MSDS Spring 2018

DATA 607 Data Aquisition and Management

Jiadi Li

Project 4: Document Classification

Build a spam/ham(non-spam) email dataset, then predict the class of new documents withheld from the training dataset
Source of dataset: https://spamassassin.apache.org/publiccorpus/

0)Import libraries

library(tm) #Text mining package: a framework for text mining application within R

## Warning: package 'tm' was built under R version 3.4.4

## Loading required package: NLP

library(RTextTools) #A machine learning package for automatic text classification

## Warning: package 'RTextTools' was built under R version 3.4.4

## Loading required package: SparseM

## 
## Attaching package: 'SparseM'

## The following object is masked from 'package:base':
## 
##     backsolve

1)Import dataset

The spam/ham email sources:
20021010_easy_ham.tar.bz2
20021010_spam.tar.bz2
20030228_spam.tar.bz2
20050311_spam_2.tar.bz2

unzip all files twice and enter the directory of both folders

Build two text corpus (large and structured set of texts for statistical analysis):

easy_ham <- VCorpus(DirSource('C:\\Users\\Asus-pc\\Downloads\\Spam_Ham\\20021010_easy_ham\\easy_ham'))

for (i in 1:length(easy_ham)) {#add a label for each email to identify if it's spam or ham
  meta(easy_ham[[i]],'class') <- 0
}

spam <- VCorpus(DirSource('C:\\Users\\Asus-pc\\Downloads\\Spam_Ham\\20021010_spam\\spam'))

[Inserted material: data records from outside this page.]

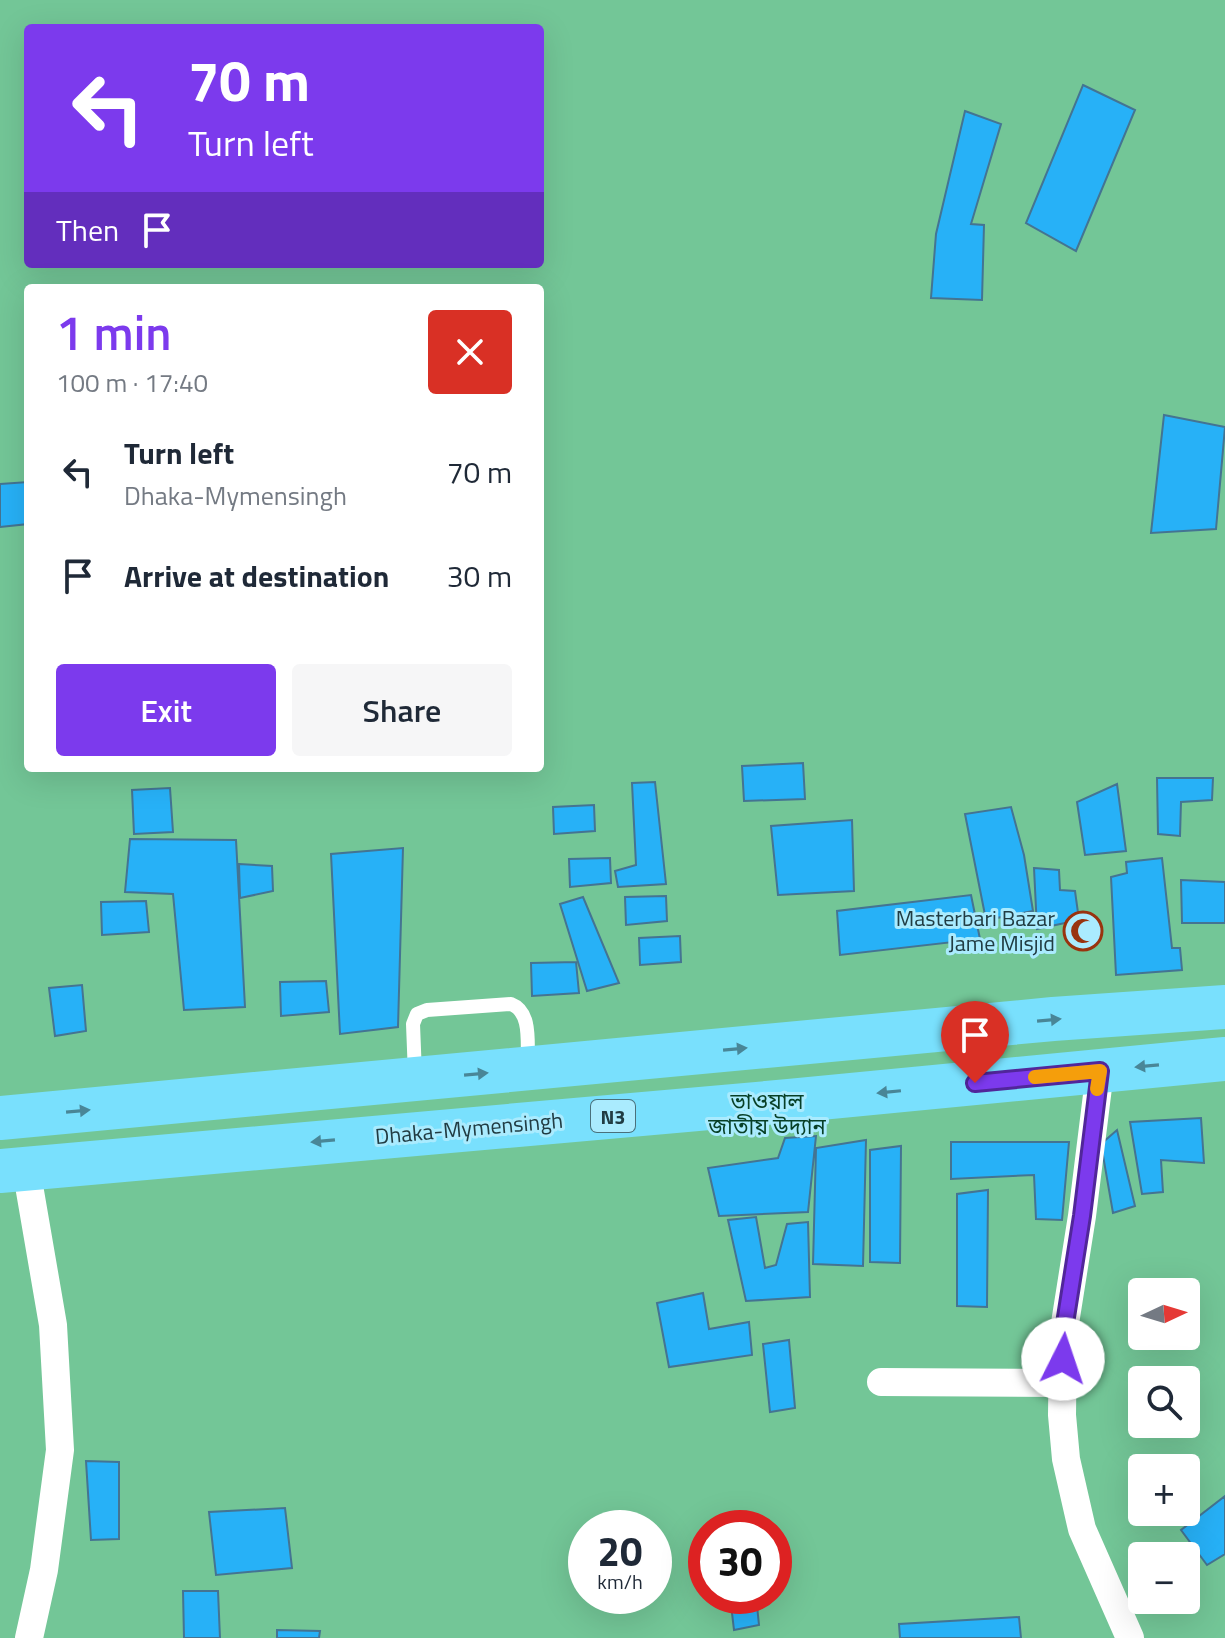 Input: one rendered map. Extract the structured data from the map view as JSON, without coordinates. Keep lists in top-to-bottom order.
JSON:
{
  "streets": {
    "highway": ["N3", "Dhaka-Mymensingh"]
  },
  "parks": ["ভাওয়াল জাতীয় উদ্যান"],
  "places": {
    "mosque": ["Masterbari Bazar Jame Misjid"]
  },
  "north": "right",
  "page": {
    "turn": ["70 m", "Turn left"],
    "then": "Then",
    "heading": ["1 min", "100 m · 17:40"],
    "list": [
      {
        "name": "Turn left",
        "note": "Dhaka-Mymensingh",
        "value": "70 m"
      },
      {
        "name": "Arrive at destination",
        "value": "30 m"
      }
    ],
    "buttons": ["Exit", "Share"],
    "map_buttons": ["+", "−"],
    "speed": "20 km/h",
    "limit": "30"
  }
} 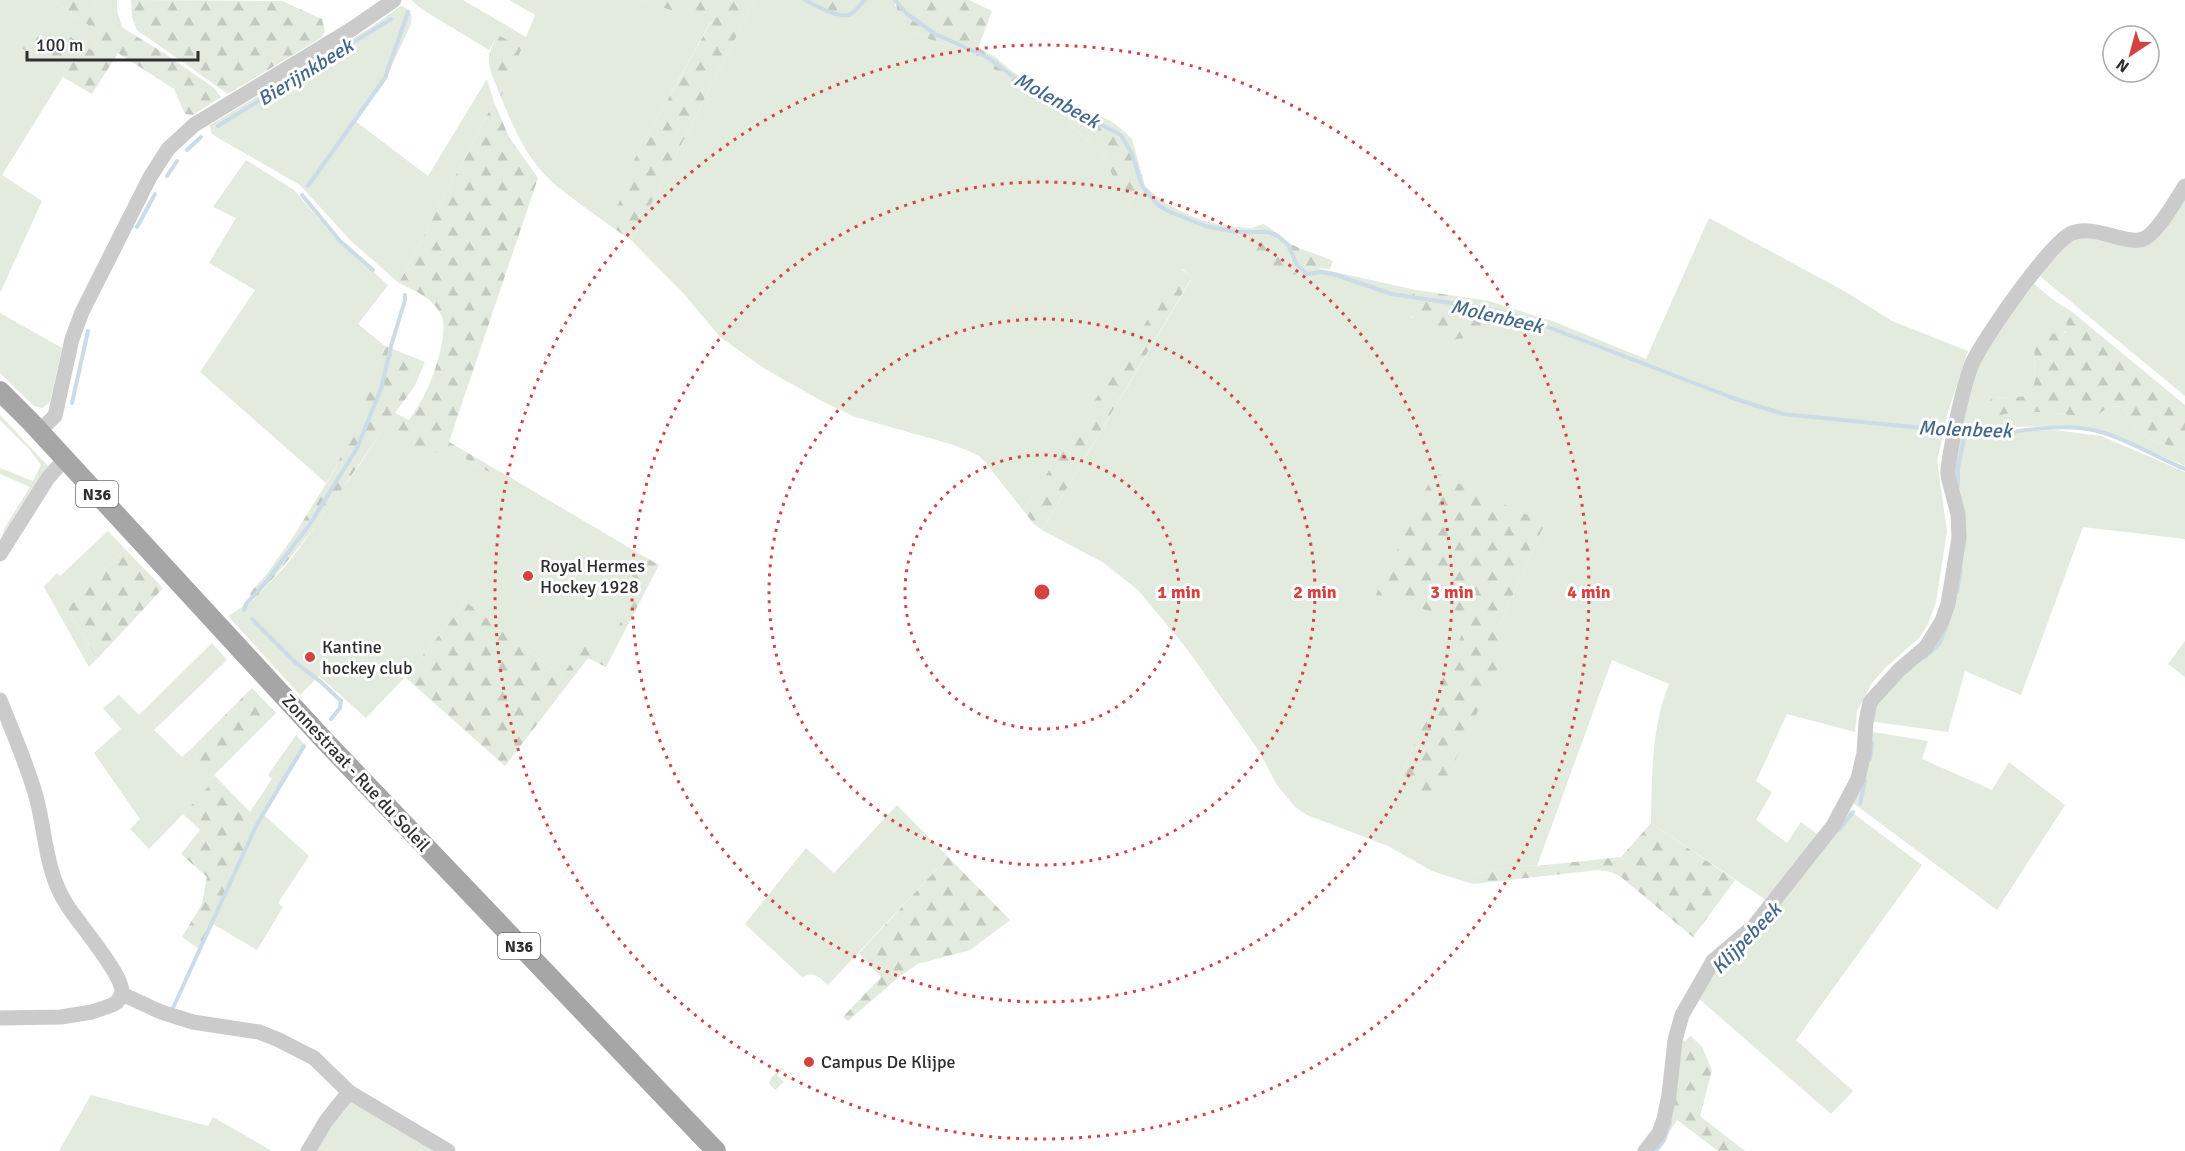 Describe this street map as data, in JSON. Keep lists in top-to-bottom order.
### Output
{
  "streets": {
    "main road": ["N36", "Zonnestraat - Rue du Soleil"]
  },
  "water": ["Bierijnkbeek", "Molenbeek", "Klijpebeek"],
  "places": ["Royal Hermes Hockey 1928", "Kantine hockey club", "Campus De Klijpe"],
  "scale_bar": "100 m",
  "north": "bottom left",
  "rings": [
    "1 min",
    "2 min",
    "3 min",
    "4 min"
  ]
} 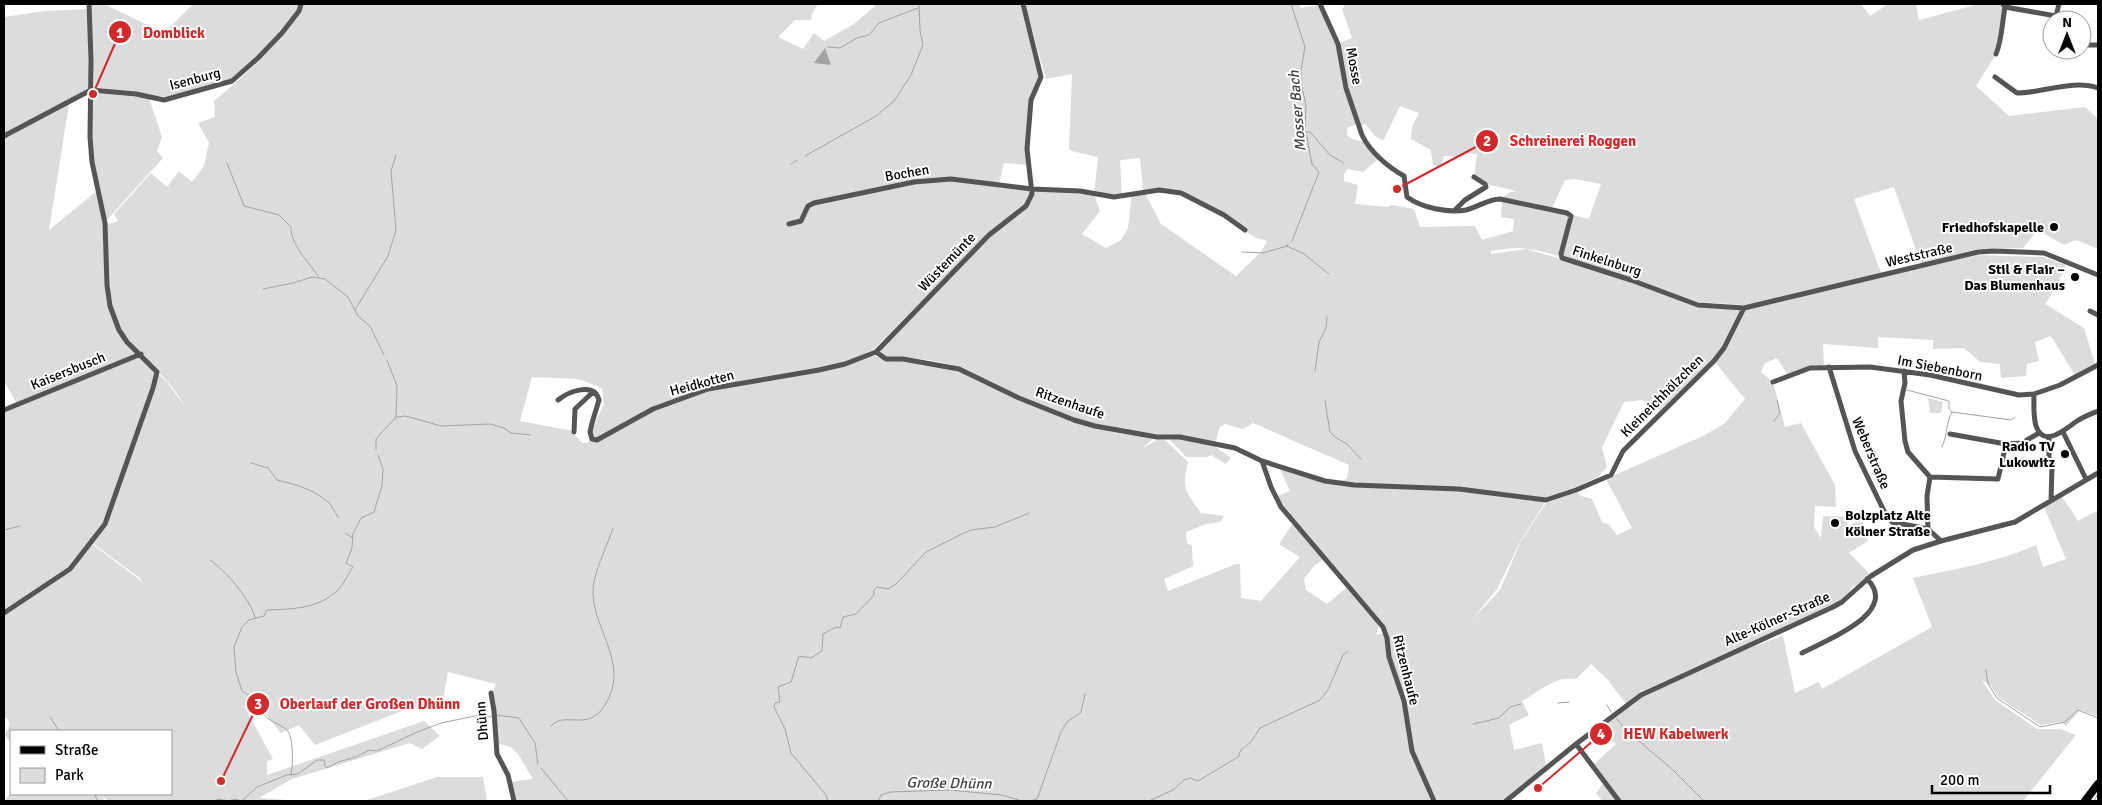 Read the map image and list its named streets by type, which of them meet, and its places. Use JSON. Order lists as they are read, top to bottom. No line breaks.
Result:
{"streets":{"street":["Mosse","Isenburg","Bochen","Weststraße","Finkelnburg","Wüstemünte","Im Siebenborn","Kaisersbusch","Heidkotten","Kleineichhölzchen","Ritzenhaufe","Weberstraße","Alte-Kölner-Straße","Dhünn"]},"crossings":[["Mosse","Finkelnburg"],["Bochen","Wüstemünte"],["Weststraße","Finkelnburg"],["Weststraße","Kleineichhölzchen"],["Finkelnburg","Kleineichhölzchen"],["Wüstemünte","Heidkotten"],["Wüstemünte","Ritzenhaufe"],["Im Siebenborn","Weberstraße"],["Heidkotten","Ritzenhaufe"],["Kleineichhölzchen","Ritzenhaufe"],["Weberstraße","Alte-Kölner-Straße"]],"water":["Mosser Bach","Große Dhünn"],"places":["Domblick","Schreinerei Roggen","Friedhofskapelle","Stil & Flair – Das Blumenhaus","Radio TV Lukowitz","Bolzplatz Alte Kölner Straße","Oberlauf der Großen Dhünn","HEW Kabelwerk"],"legend":["Straße","Park"],"scale_bar":"200 m","north":"top"} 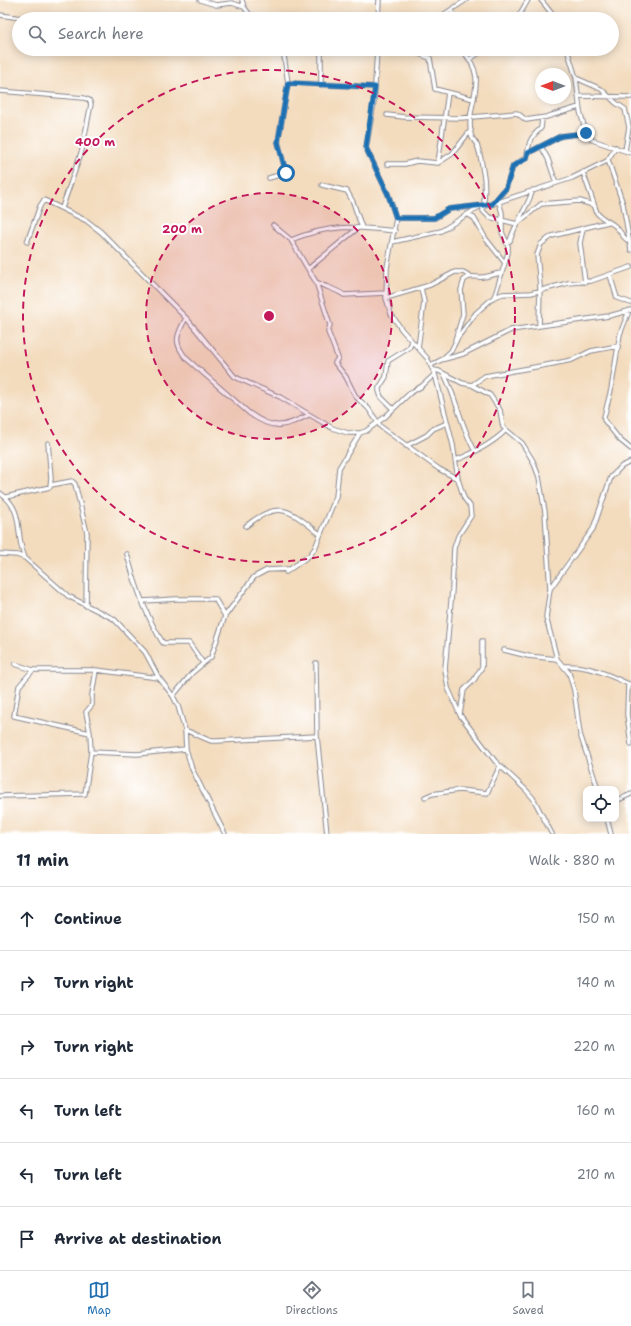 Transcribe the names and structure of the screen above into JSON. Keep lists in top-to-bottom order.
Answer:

for (i in 1:length(spam)) {
  meta(spam[[i]],'class') <- 1
}

easy_ham

## <<VCorpus>>
## Metadata:  corpus specific: 0, document level (indexed): 0
## Content:  documents: 2551

spam

## <<VCorpus>>
## Metadata:  corpus specific: 0, document level (indexed): 0
## Content:  documents: 2398

2)Clean and tidy data

easy_ham <- tm_map(easy_ham,content_transformer(tolower)) #set all letters to lowercase
easy_ham <- tm_map(easy_ham,removeNumbers) #remove all numbers
easy_ham <- tm_map(easy_ham,stripWhitespace) #remove all white spaces
easy_ham <- tm_map(easy_ham,content_transformer(removePunctuation)) #remove punctuation
easy_ham <- tm_map(easy_ham,removeWords,stopwords('english')) #remove stopwords
easy_ham <- tm_map(easy_ham,content_transformer(function(x) iconv(x,from='UTF-8',sub='byte'))) #convert special characters to byte

spam <- tm_map(spam,content_transformer(tolower))
spam <- tm_map(spam,removeNumbers)
spam <- tm_map(spam,stripWhitespace)
spam <- tm_map(spam,content_transformer(removePunctuation))
spam <- tm_map(spam,removeWords,stopwords('english'))
spam <- tm_map(spam,content_transformer(function(x) iconv(x,from='UTF-8',sub='byte')))

3)Preparation for Analysis

combine both datasets into one

dataset <- c(spam[1:300],easy_ham[501:1000],spam[301:1500],easy_ham[1:500],spam[1501:2034],easy_ham[1001:2500],spam[2035:2398],easy_ham[2501:2551])

Transform the dataset into document term matrix
(A document-term matrix or term-document matrix is a methematical matrix that describes the frequency of terms that occur in a collection of documents. In a document-term matrix, rows correspond to documents in the collection and columns correspond to terms.)

dataset_dtm <- DocumentTermMatrix(dataset)
dataset_dtm

## <<DocumentTermMatrix (documents: 4949, terms: 118908)>>
## Non-/sparse entries: 891274/587584418
## Sparsity           : 100%
## Maximal term length: 868
## Weighting          : term frequency (tf)

separate into training and test data

class <- as.vector(unlist(meta(dataset,type='local',tag='class')))
len <- length(dataset)

container <- create_container(dataset_dtm,labels = class,trainSize = 1:3960,testSize = 3961:4949,virgin = FALSE)

4)Analysis

The machine learning algorithm chosen is Support vector machine.
It’s an supervised learning model with associated learning algorithms that analyze data used for classification and regression analysis.

model <- train_model(container,'SVM')
result <- classify_model(container,model)
head(result)

##   SVM_LABEL  SVM_PROB
## 1         0 0.9999994
## 2         0 0.9999997
## 3         0 0.9999995
## 4         0 0.9834646
## 5         0 0.9778436
## 6         0 0.9695122

prop.table(table(result[,1] == class[3961:len]))

## 
## TRUE 
##    1

5)Conclusion

The Support Vector Machine algorithm is performing pretty well.